A narrativa da OCDE desloca-se depois do “porquê” para o “como”, mergulhando na complexidade operacional de implementar estratégias de prevenção. O caminho está pejado de obstáculos, sendo o estigma talvez o mais insidioso. Ainda que as conversas públicas sobre saúde mental se tenham multiplicado, o relatório assinala que o preconceito permanece uma barreira formidável à procura de ajuda, envenenando o poço da intervenção precoce. As pessoas hesitam em falar, os empregadores temem abordar o tema, e os sistemas, por vezes, refletem essa mesma ambiguidade na forma como os serviços são desenhados e disponibilizados.

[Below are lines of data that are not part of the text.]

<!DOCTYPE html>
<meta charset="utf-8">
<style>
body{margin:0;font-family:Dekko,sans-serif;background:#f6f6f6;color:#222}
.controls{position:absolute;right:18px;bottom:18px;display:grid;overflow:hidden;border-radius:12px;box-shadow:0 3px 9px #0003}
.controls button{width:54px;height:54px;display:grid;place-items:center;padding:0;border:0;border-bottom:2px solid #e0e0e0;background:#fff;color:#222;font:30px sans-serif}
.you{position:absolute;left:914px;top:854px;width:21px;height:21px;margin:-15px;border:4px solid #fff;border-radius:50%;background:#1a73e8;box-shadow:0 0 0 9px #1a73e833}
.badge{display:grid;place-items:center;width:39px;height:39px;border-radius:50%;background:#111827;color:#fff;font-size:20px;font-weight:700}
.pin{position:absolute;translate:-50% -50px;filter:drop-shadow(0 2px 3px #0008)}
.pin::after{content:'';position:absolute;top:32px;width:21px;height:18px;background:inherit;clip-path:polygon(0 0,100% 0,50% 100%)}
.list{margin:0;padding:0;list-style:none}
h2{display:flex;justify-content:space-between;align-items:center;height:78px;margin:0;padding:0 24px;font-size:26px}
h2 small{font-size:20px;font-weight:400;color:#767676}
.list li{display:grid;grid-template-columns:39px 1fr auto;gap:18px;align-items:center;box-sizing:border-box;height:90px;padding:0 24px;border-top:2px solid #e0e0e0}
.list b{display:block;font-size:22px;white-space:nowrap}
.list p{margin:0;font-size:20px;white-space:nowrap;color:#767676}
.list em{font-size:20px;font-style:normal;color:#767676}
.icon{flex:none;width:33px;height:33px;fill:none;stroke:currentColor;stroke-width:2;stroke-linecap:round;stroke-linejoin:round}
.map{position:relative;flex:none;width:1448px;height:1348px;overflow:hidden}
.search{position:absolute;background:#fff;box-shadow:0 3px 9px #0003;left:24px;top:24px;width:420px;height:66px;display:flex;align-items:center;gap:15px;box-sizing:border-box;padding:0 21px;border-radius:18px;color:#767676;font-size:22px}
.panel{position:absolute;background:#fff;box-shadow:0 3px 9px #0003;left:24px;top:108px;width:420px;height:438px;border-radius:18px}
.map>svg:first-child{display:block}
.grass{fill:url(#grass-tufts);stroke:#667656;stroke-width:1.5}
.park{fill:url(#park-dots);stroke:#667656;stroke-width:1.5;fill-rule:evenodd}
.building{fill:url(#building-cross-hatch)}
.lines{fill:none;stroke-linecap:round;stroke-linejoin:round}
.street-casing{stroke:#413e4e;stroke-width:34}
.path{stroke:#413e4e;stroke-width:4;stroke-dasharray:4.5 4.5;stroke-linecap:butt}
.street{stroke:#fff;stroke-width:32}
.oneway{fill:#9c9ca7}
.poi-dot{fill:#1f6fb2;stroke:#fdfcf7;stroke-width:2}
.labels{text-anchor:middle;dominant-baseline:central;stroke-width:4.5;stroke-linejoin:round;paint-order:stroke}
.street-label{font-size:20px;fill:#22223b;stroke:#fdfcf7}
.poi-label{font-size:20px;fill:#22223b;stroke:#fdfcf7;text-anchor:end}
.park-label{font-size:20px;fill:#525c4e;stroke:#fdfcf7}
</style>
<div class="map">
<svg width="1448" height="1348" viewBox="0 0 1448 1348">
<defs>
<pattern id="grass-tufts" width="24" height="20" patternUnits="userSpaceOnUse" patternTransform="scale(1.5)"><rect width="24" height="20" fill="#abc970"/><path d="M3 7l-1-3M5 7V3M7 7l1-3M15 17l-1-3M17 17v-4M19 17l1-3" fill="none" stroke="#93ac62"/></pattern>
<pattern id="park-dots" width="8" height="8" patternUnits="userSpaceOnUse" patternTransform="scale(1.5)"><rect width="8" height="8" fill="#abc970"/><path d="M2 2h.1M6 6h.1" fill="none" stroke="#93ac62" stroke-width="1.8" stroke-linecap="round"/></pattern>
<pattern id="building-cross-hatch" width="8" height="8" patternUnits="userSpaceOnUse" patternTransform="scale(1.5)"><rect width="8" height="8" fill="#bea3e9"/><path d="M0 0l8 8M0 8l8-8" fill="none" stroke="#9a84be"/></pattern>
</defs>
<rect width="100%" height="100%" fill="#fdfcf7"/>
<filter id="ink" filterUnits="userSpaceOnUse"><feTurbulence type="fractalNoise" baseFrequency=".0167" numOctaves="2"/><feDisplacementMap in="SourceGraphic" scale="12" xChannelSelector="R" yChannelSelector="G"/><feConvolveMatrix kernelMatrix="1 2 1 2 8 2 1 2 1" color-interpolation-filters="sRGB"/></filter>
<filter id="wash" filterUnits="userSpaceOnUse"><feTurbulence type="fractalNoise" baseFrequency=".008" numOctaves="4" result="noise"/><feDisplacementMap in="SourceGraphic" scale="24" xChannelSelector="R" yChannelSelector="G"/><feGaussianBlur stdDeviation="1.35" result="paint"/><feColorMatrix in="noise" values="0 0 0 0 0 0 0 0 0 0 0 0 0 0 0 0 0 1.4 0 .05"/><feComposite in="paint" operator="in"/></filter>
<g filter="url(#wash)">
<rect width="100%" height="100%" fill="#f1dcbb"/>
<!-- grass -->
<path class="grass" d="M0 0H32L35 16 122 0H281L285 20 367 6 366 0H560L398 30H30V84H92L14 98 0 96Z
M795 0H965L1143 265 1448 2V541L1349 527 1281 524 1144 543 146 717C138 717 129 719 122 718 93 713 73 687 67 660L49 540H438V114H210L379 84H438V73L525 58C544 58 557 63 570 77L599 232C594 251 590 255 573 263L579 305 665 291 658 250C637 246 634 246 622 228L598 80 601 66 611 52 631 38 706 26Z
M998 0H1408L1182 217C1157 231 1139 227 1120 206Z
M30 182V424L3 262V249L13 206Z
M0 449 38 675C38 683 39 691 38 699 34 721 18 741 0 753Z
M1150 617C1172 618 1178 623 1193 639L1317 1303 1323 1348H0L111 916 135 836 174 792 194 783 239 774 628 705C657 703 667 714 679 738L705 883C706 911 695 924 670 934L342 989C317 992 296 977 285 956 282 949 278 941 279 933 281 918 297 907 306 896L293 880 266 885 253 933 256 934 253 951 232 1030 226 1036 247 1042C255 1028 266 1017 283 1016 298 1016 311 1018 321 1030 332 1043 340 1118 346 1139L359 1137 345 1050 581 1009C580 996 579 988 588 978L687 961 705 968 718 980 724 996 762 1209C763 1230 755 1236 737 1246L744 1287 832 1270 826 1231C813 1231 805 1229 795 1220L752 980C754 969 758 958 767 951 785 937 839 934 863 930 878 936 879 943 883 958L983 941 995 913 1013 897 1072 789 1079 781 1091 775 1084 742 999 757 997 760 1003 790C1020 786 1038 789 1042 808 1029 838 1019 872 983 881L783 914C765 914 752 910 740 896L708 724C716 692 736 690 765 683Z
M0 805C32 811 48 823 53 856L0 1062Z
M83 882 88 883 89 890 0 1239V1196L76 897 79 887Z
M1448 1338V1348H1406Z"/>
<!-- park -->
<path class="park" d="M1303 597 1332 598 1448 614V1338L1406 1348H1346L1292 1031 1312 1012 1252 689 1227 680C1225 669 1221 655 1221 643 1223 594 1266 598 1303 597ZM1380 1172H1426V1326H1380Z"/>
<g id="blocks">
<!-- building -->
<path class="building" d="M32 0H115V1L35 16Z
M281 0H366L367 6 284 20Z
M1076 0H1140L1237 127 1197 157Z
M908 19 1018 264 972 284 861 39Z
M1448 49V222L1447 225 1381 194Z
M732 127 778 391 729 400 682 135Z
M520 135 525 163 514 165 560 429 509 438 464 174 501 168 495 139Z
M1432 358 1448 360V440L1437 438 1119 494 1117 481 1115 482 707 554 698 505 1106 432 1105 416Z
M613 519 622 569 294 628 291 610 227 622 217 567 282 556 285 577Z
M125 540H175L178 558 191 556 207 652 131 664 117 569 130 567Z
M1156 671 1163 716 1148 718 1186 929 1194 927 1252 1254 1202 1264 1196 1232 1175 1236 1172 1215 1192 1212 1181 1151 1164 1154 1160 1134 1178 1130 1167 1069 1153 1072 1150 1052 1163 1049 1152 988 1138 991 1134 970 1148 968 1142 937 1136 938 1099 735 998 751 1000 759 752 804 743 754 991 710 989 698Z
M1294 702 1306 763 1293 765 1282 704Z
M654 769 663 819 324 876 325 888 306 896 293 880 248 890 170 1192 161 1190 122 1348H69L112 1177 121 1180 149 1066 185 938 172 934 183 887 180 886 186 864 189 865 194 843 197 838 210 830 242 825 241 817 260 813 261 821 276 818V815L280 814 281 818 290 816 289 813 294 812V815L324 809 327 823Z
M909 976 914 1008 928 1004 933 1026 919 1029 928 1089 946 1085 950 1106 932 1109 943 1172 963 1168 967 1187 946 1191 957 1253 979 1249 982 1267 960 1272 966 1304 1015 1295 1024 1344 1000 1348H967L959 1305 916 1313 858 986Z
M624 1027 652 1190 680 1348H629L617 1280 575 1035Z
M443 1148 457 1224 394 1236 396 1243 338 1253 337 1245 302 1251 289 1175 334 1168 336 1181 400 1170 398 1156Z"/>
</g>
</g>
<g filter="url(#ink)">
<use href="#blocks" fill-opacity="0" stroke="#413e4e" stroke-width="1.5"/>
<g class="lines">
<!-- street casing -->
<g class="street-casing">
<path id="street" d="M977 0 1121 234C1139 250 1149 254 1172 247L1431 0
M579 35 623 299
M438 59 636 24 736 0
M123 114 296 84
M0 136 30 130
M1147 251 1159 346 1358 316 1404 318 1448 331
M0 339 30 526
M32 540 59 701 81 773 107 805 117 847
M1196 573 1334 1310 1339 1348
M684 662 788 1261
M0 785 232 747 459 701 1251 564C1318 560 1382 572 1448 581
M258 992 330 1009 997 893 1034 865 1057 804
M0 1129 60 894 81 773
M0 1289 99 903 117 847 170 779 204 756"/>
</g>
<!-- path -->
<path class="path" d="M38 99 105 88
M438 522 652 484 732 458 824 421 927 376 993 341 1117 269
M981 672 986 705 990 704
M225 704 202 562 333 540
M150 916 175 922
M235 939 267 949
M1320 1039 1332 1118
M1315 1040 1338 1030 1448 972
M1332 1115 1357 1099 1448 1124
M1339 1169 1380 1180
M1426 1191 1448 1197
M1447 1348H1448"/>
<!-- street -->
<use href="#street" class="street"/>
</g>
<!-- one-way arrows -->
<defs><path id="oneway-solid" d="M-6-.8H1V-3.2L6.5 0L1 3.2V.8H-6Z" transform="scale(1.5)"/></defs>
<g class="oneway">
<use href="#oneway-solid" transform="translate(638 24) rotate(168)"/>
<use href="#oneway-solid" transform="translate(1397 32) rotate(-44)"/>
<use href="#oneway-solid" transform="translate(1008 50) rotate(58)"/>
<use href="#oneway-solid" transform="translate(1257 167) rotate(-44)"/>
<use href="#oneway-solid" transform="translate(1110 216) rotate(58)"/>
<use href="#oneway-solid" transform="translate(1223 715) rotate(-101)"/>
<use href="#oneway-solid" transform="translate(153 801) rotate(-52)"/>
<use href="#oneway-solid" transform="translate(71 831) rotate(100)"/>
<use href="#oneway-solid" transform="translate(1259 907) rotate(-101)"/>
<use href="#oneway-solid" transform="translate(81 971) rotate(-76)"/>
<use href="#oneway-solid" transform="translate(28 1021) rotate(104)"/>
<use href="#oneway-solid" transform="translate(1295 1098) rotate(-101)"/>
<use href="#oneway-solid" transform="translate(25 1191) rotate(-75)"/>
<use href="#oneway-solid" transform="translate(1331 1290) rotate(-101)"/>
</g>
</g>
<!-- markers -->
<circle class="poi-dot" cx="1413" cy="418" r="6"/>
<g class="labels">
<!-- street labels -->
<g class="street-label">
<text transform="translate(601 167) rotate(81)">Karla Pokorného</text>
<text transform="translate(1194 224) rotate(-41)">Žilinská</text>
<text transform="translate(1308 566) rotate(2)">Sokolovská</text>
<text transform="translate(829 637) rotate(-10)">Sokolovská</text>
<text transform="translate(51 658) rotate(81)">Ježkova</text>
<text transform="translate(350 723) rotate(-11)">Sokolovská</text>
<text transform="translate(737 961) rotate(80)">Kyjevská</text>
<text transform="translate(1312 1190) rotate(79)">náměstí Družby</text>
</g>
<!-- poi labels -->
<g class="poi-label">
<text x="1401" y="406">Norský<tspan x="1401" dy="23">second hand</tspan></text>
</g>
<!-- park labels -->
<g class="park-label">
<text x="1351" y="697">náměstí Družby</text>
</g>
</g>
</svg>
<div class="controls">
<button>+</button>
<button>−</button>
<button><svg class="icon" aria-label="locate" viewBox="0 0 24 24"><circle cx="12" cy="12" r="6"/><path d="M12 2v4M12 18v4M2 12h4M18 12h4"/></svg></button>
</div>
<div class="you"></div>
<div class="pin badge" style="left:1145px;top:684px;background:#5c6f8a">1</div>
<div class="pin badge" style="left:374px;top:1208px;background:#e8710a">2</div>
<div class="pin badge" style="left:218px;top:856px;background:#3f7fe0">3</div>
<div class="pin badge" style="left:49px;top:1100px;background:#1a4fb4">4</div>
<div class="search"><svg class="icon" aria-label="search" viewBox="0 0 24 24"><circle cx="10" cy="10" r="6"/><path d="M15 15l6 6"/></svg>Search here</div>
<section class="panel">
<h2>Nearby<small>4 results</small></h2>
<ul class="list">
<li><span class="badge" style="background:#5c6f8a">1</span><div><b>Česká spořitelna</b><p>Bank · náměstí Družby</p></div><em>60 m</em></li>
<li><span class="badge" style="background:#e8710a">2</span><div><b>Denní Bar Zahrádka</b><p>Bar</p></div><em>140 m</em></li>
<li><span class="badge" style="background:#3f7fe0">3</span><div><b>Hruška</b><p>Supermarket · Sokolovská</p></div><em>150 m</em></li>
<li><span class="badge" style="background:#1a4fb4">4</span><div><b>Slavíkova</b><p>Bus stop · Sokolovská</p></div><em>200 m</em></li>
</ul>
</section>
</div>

Outro eixo de análise prende-se com as gritantes desigualdades no acesso a cuidados de base psicológica. O documento é claro ao afirmar que os grupos socioeconómicos mais desfavorecidos, as minorias e as populações migrantes enfrentam um risco desproporcionado de desenvolver problemas de saúde mental, ao mesmo tempo que dispõem de menos recursos para lhes fazer face. Esta dupla penalização não é apenas uma questão de equidade; é um factor que agrava o custo social global. A OCDE observa que fechar este fosso exige mais do que simplesmente aumentar o número de psicólogos ou psiquiatras. Implica uma integração profunda dos serviços de saúde mental nos cuidados de saúde primários, formando os médicos de família para detetar sinais de alerta e quebrando a compartimentação que tantas vezes deixa os doentes a navegar sozinhos num labirinto de portas fechadas.

Há, contudo, exemplos de países que tentam desbravar este caminho. O relatório cita, de passagem, experiências como a dos Países Baixos com os seus programas de acesso rápido a tratamentos psicológicos ou as iniciativas australianas de resiliência mental online. São faróis que mostram a viabilidade de uma abordagem diferente. Mas a mensagem subjacente é a de que não existe uma solução única. O que funciona numa cultura pode esbarrar noutra. A chave, insiste a análise, está na adaptação local, no financiamento sustentado e na recolha sistemática de dados para avaliar o que está, de facto, a produzir resultados.

O cálculo do retorno do investimento surge como um ponto crucial, quase uma arma retórica para convencer os ministérios das finanças. A OCDE apresenta estimativas que sugerem que, por cada euro aplicado em intervenções de prevenção em contextos específicos, como programas anti-bullying ou de apoio à parentalidade, os retornos podem variar entre dois a oito euros em benefícios sociais e económicos futuros. São números persuasivos, mas que carregam consigo uma certa frieza. Reduzem o valor intrínseco da saúde mental a uma planilha de custos, um mal necessário, talvez, para captar a atenção de um mundo obcecado por métricas. No fim, o relatório deixa uma impressão ambivalente: é um documento técnico excecionalmente bem fundamentado, um guia estratégico de valor inquestionável, mas é também um testemunho melancólico de uma era que ainda precisa de traduzir a angústia humana em linguagem de negócios para a levar a sério. A sua força reside precisamente nessa contradição, na ponte frágil que tenta construir entre o que é sentimento e o que é contabilidade, entre o bem-estar e o PIB.